Reputation: 15994
I have a list of items. When you click on an item an iframe opens up and shows a website. the list will contain up to 50 items or so.
What is the best approach, performance-wise?
Have multiple iframe elements that are shown/hidden when an item is clicked?
Have one iframe, and I change it's src
attribute when an item is clicked?
the first option seems to clog my page with heavy elements, while the second one results in many requests and feels slower to the user.
Upvotes: 1
Views: 73
Reputation: 647
If you load all 50 at once, that's the equivalent of loading 50 tabs in your web browser at once. This means it's going to use a lot of resources and in fact a lot of computers will struggle to do this.

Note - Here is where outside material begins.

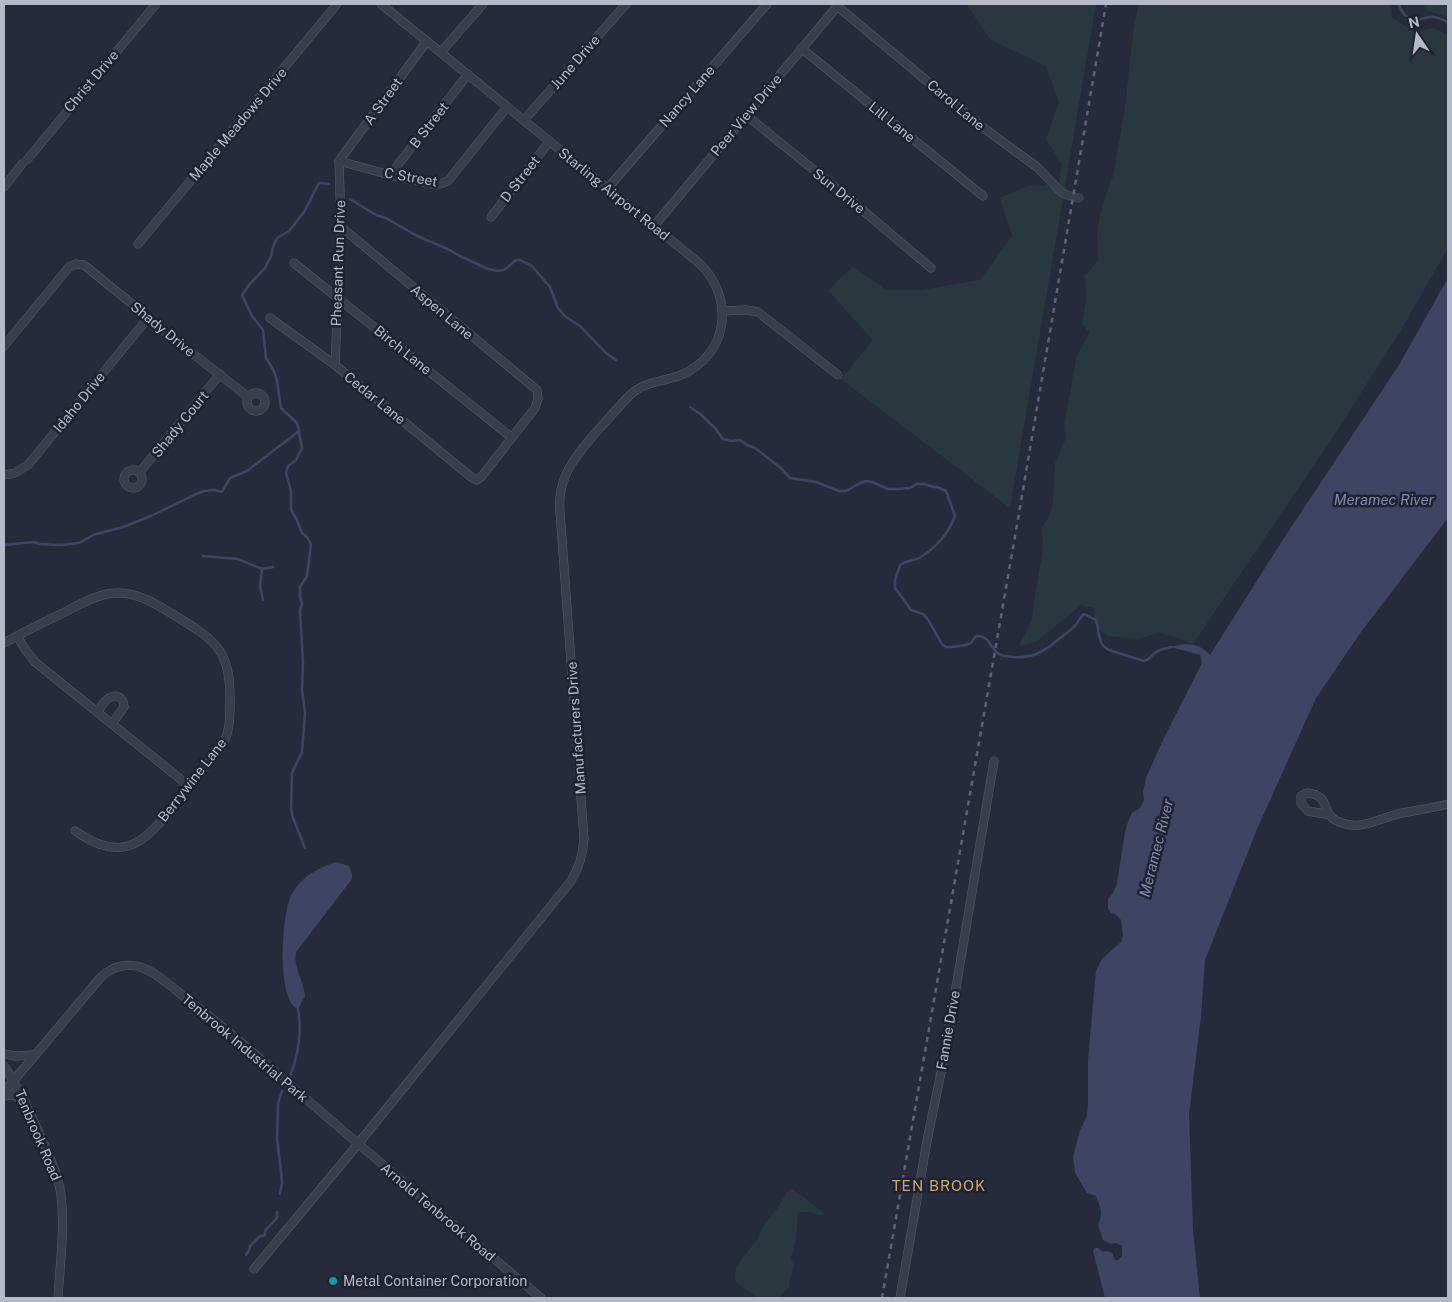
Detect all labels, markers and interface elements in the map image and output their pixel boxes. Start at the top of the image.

Unless you code otherwise, all 50 sites will load in parallel. This means all 50 will be downloading slowly, rather than 1 website loading quickly. Chances are, the user will click the link and it will still be downloading. Not the desired UX.
I've made a quick jsFiddle for you see the effect of loading 50 (or more/less) tabs at once. On my machine, it uses well over 1GB of memory and quite a few of the random domain names didn't even load.
http://jsfiddle.net/3uzpmru5/1/
$(document).ready(function () {
//Adding 50 domains
var totalFrames = 50;
for (var iframeCount = 0; iframeCount < totalFrames; iframeCount++) {
//Create a random 3 letter domain name. Pretty much all 3 letter domain names are gone, so should work!
var domain = "http://www.";
domain += String.fromCharCode(96 + Math.floor(Math.random() * 26));
domain += String.fromCharCode(96 + Math.floor(Math.random() * 26));
domain += String.fromCharCode(96 + Math.floor(Math.random() * 26));
domain += ".com";
//Add an iframe to the page
$('body').append('<iframe src="' + domain + '" />');
}});
<script src="https://ajax.googleapis.com/ajax/libs/jquery/2.1.1/jquery.min.js"></script>
Alternative
Without knowing the entire situation it's hard to suggest the best alternative, but assuming your goal is to make the site seem responsive, rather than some sort of offline compatibility - then some sort of predictive preloading might make sense.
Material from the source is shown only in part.